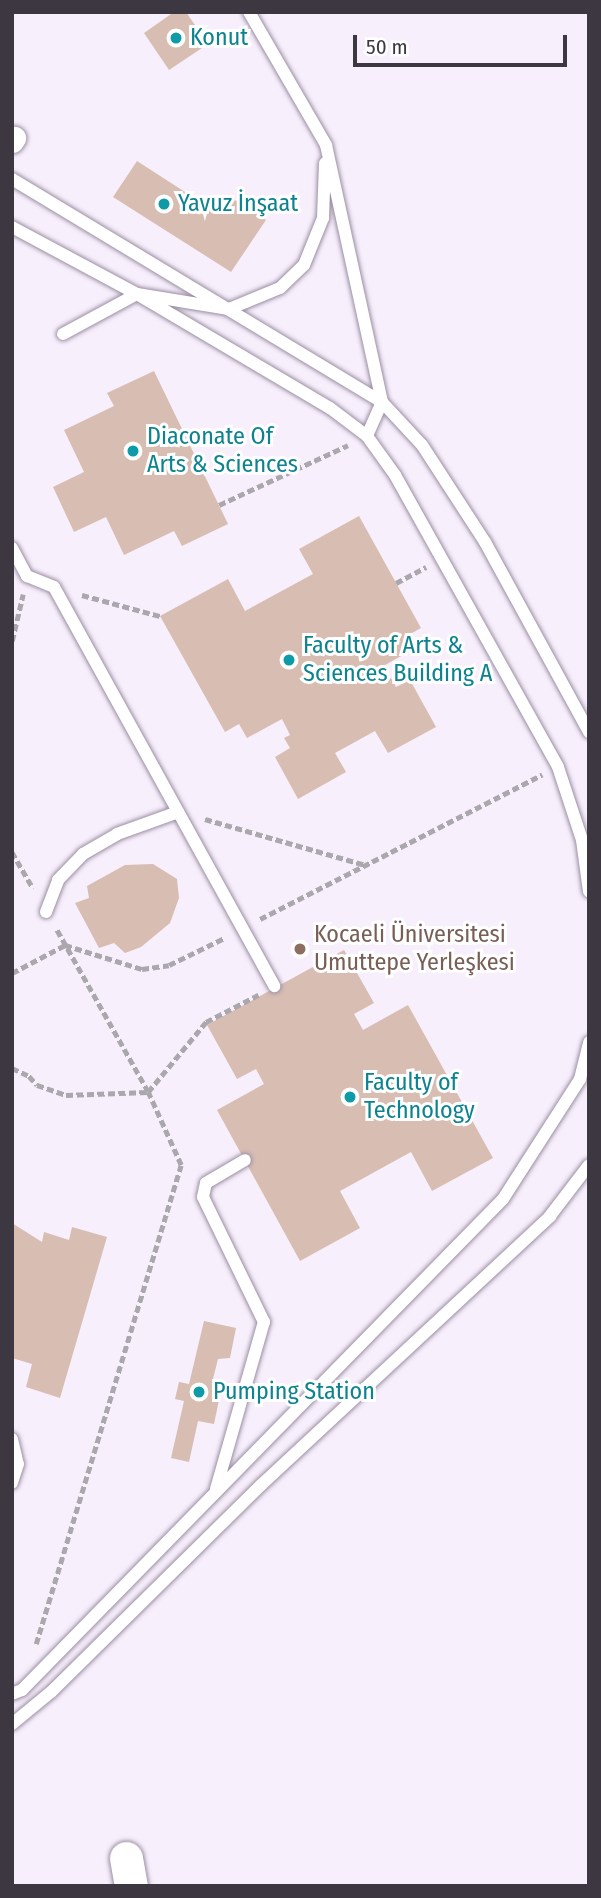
<!DOCTYPE html>
<html>
<head>
<meta charset="utf-8">
<style>
	body { margin:0 }
	#map { position:relative; width:601px; height:1898px; overflow:hidden; background:#fcfafe; font-family:"Fira Sans Condensed",sans-serif }
	div>[style] { position:absolute }
	.built>* { inset:0; background:#f7effc }
	.building>* { inset:0; background:#d8bdb2 }
	.path>* { height:4.5px; margin-top:-2.25px; transform-origin:0; background:repeating-linear-gradient(90deg,#aaa7ad 0 7px,transparent 0 10.5px) }
	.roads { filter:drop-shadow(0 0 2px #9b8ea3) drop-shadow(0 0 2px #9b8ea3) }
	.lane>* { height:12px; margin:-6px; padding:0 6px; transform-origin:6px; border-radius:6px; background:#fff }
	.street>* { height:23px; margin:-11.5px; padding:0 11.5px; transform-origin:11.5px; border-radius:11.5px; background:#fff }
	.secondary>* { height:33px; margin:-16.5px; padding:0 16.5px; transform-origin:16.5px; border-radius:16.5px; background:#fff }
	.dots>* { width:19px; height:19px; translate:-50% -50%; box-sizing:border-box; border:4px solid #fff; border-radius:50% }
	span { translate:-50% -50%; white-space:nowrap; text-align:center; line-height:1.15; -webkit-text-stroke:6px #fff; paint-order:stroke }
	.culture-label { font-size:24px; color:#0d838f }
	.left { translate:0 -50%; text-align:left }
	.education-label { font-size:24px; color:#785e54 }
	.frame { position:absolute; inset:0; border:14px solid #3c3740; pointer-events:none }
	.scale { position:absolute; left:353px; top:35px; width:214px; height:32px; box-sizing:border-box; border:4px solid #3c3740; border-top:0; padding-left:9px; font-size:21px; line-height:24px; white-space:nowrap; color:#3c3740; -webkit-text-stroke:5px #fff; paint-order:stroke }
</style>
</head>
<body>
<div id="map">
	<div class="built">
		<div style="clip-path:polygon(12px 12px,589px 12px,589px 1886px,12px 1886px)"></div>
	</div>
	<div class="building">
		<div style="clip-path:polygon(174px 12px,186px 12px,208px 44px,169px 70px,144px 33px)"></div>
		<div style="clip-path:polygon(137px 161px,216px 212px,227px 195px,266px 220px,231px 272px,113px 197px)"></div>
		<div style="clip-path:polygon(154px 371px,228px 524px,182px 546px,174px 531px,124px 555px,106px 517px,74px 532px,53px 487px,84px 472px,64px 430px,114px 406px,107px 393px)"></div>
		<div style="clip-path:polygon(359px 516px,421px 628px,405px 637px,412px 650px,376px 670px,382px 682px,391px 678px,396px 687px,410px 680px,436px 727px,388px 753px,375px 731px,335px 753px,346px 772px,298px 799px,275px 757px,290px 748px,284px 738px,290px 735px,282px 719px,247px 738px,239px 724px,225px 732px,160px 616px,228px 579px,245px 611px,313px 574px,299px 549px)"></div>
		<div style="clip-path:polygon(153px 864px,177px 879px,179px 898px,170px 923px,141px 947px,125px 953px,114px 943px,99px 948px,75px 903px,89px 898px,87px 886px,125px 865px)"></div>
		<div style="clip-path:polygon(344px 950px,374px 1003px,354px 1014px,363px 1030px,408px 1005px,493px 1158px,432px 1191px,411px 1152px,340px 1191px,360px 1228px,300px 1261px,217px 1110px,264px 1084px,256px 1069px,237px 1079px,207px 1025px)"></div>
		<div style="clip-path:polygon(12px 1223px,42px 1242px,44px 1232px,69px 1240px,72px 1227px,107px 1237px,60px 1398px,26px 1387px,32px 1364px,12px 1358px)"></div>
		<div style="clip-path:polygon(204px 1321px,236px 1328px,230px 1358px,218px 1359px,213px 1379px,223px 1381px,214px 1424px,198px 1421px,189px 1462px,171px 1458px,184px 1401px,175px 1399px,179px 1382px,189px 1384px)"></div>
	</div>
	<div class="path">
		<div style="left:219px;top:505px;width:142px;rotate:-24.9deg"></div>
		<div style="left:396px;top:583px;width:34px;rotate:-28deg"></div>
		<div style="left:82px;top:595px;width:81px;rotate:15.1deg"></div>
		<div style="left:12px;top:641px;width:48px;rotate:-76.8deg"></div>
		<div style="left:205px;top:819px;width:166px;rotate:16deg"></div>
		<div style="left:12px;top:852px;width:42px;rotate:59.7deg"></div>
		<div style="left:260px;top:919px;width:317px;rotate:-27.1deg"></div>
		<div style="left:12px;top:973px;width:60px;rotate:-27.8deg"></div>
		<div style="left:65px;top:945px;width:81px;rotate:17.3deg"></div>
		<div style="left:142px;top:969px;width:27px;rotate:-8deg"></div>
		<div style="left:169px;top:965px;width:61px;rotate:-26.1deg"></div>
		<div style="left:12px;top:1068px;width:19px;rotate:25deg"></div>
		<div style="left:29px;top:1076px;width:12px;rotate:48deg"></div>
		<div style="left:37px;top:1085px;width:31px;rotate:19deg"></div>
		<div style="left:66px;top:1095px;width:82px;rotate:-2.1deg"></div>
		<div style="left:148px;top:1092px;width:91px;rotate:-50.4deg"></div>
		<div style="left:206px;top:1022px;width:59px;rotate:-27.4deg"></div>
		<div style="left:36px;top:1644px;width:500px;rotate:-73.16deg"></div>
		<div style="left:181px;top:1165px;width:80px;rotate:-114.3deg"></div>
		<div style="left:148px;top:1092px;width:187px;rotate:-119.4deg"></div>
	</div>
	<div class="roads">
		<div class="lane">
			<div style="left:249px;top:12px;width:154px;rotate:59.9deg"></div>
			<div style="left:326px;top:145px;width:263px;rotate:77.7deg"></div>
			<div style="left:382px;top:402px;width:37px;rotate:114deg"></div>
			<div style="left:12px;top:179px;width:432px;rotate:31.1deg"></div>
			<div style="left:382px;top:402px;width:59px;rotate:47.1deg"></div>
			<div style="left:422px;top:445px;width:116px;rotate:57deg"></div>
			<div style="left:485px;top:542px;width:217px;rotate:61.3deg"></div>
			<div style="left:12px;top:227px;width:142px;rotate:28.2deg"></div>
			<div style="left:137px;top:294px;width:224px;rotate:30.6deg"></div>
			<div style="left:330px;top:408px;width:46px;rotate:37.1deg"></div>
			<div style="left:367px;top:436px;width:48px;rotate:54.3deg"></div>
			<div style="left:395px;top:475px;width:334px;rotate:60.8deg"></div>
			<div style="left:558px;top:767px;width:77px;rotate:71.8deg"></div>
			<div style="left:582px;top:840px;width:52px;rotate:82.3deg"></div>
			<div style="left:63px;top:334px;width:84px;rotate:-28.4deg"></div>
			<div style="left:137px;top:294px;width:93px;rotate:9.3deg"></div>
			<div style="left:229px;top:309px;width:55px;rotate:-22.4deg"></div>
			<div style="left:280px;top:288px;width:33px;rotate:-44deg"></div>
			<div style="left:304px;top:265px;width:51px;rotate:-68deg"></div>
			<div style="left:323px;top:218px;width:55px;rotate:-87.9deg"></div>
			<div style="left:12px;top:548px;width:32px;rotate:62deg"></div>
			<div style="left:27px;top:576px;width:29px;rotate:22deg"></div>
			<div style="left:54px;top:587px;width:456px;rotate:61.1deg"></div>
			<div style="left:46px;top:912px;width:34px;rotate:-69deg"></div>
			<div style="left:58px;top:880px;width:36px;rotate:-46deg"></div>
			<div style="left:83px;top:854px;width:39px;rotate:-30deg"></div>
			<div style="left:117px;top:834px;width:65px;rotate:-19.8deg"></div>
			<div style="left:12px;top:1439px;width:26px;rotate:77deg"></div>
			<div style="left:18px;top:1464px;width:20px;rotate:108deg"></div>
			<div style="left:216px;top:1489px;width:174px;rotate:-74deg"></div>
			<div style="left:264px;top:1322px;width:139px;rotate:-116deg"></div>
			<div style="left:203px;top:1197px;width:14px;rotate:-78deg"></div>
			<div style="left:206px;top:1183px;width:45px;rotate:-30.5deg"></div>
			<div style="left:12px;top:1694px;width:11px;rotate:-22deg"></div>
			<div style="left:22px;top:1690px;width:687px;rotate:-45.59deg"></div>
			<div style="left:503px;top:1199px;width:143px;rotate:-57.3deg"></div>
			<div style="left:580px;top:1079px;width:38px;rotate:-76deg"></div>
			<div style="left:12px;top:1724px;width:50px;rotate:-39.4deg"></div>
			<div style="left:51px;top:1692px;width:295px;rotate:-44.6deg"></div>
			<div style="left:261px;top:1485px;width:395px;rotate:-42.9deg"></div>
			<div style="left:550px;top:1216px;width:64px;rotate:-52.6deg"></div>
		</div>
		<div class="street">
			<div style="left:12px;top:141px;width:4px;rotate:-56deg"></div>
		</div>
		<div class="secondary">
			<div style="left:126px;top:1858px;width:28px;rotate:80deg"></div>
		</div>
	</div>
	<div class="dots">
		<div style="left:176px;top:38px;background:#0f9aa8"></div>
		<div style="left:164px;top:204px;background:#0f9aa8"></div>
		<div style="left:133px;top:451px;background:#0f9aa8"></div>
		<div style="left:289px;top:660px;background:#0f9aa8"></div>
		<div style="left:300px;top:949px;background:#8d6e63"></div>
		<div style="left:350px;top:1097px;background:#0f9aa8"></div>
		<div style="left:199px;top:1392px;background:#0f9aa8"></div>
	</div>
	<div class="culture-label">
		<span class="left" style="left:190px;top:38px">Konut</span>
		<span class="left" style="left:178px;top:204px">Yavuz İnşaat</span>
		<span class="left" style="left:147px;top:451px">Diaconate Of<br>Arts &amp; Sciences</span>
		<span class="left" style="left:303px;top:660px">Faculty of Arts &amp;<br>Sciences Building A</span>
		<span class="left" style="left:364px;top:1097px">Faculty of<br>Technology</span>
		<span class="left" style="left:213px;top:1392px">Pumping Station</span>
	</div>
	<div class="education-label">
		<span class="left" style="left:314px;top:949px">Kocaeli Üniversitesi<br>Umuttepe Yerleşkesi</span>
	</div>
	<div class="frame"></div>
	<div class="scale">50 m</div>
</div>
</body>
</html>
= = =
→ Task item:
Scan the material above. Extract every line in which the word "span" occurs.

→ Your response:
	span { translate:-50% -50%; white-space:nowrap; text-align:center; line-height:1.15; -webkit-text-stroke:6px #fff; paint-order:stroke }
		<span class="left" style="left:190px;top:38px">Konut</span>
		<span class="left" style="left:178px;top:204px">Yavuz İnşaat</span>
		<span class="left" style="left:147px;top:451px">Diaconate Of<br>Arts &amp; Sciences</span>
		<span class="left" style="left:303px;top:660px">Faculty of Arts &amp;<br>Sciences Building A</span>
		<span class="left" style="left:364px;top:1097px">Faculty of<br>Technology</span>
		<span class="left" style="left:213px;top:1392px">Pumping Station</span>
		<span class="left" style="left:314px;top:949px">Kocaeli Üniversitesi<br>Umuttepe Yerleşkesi</span>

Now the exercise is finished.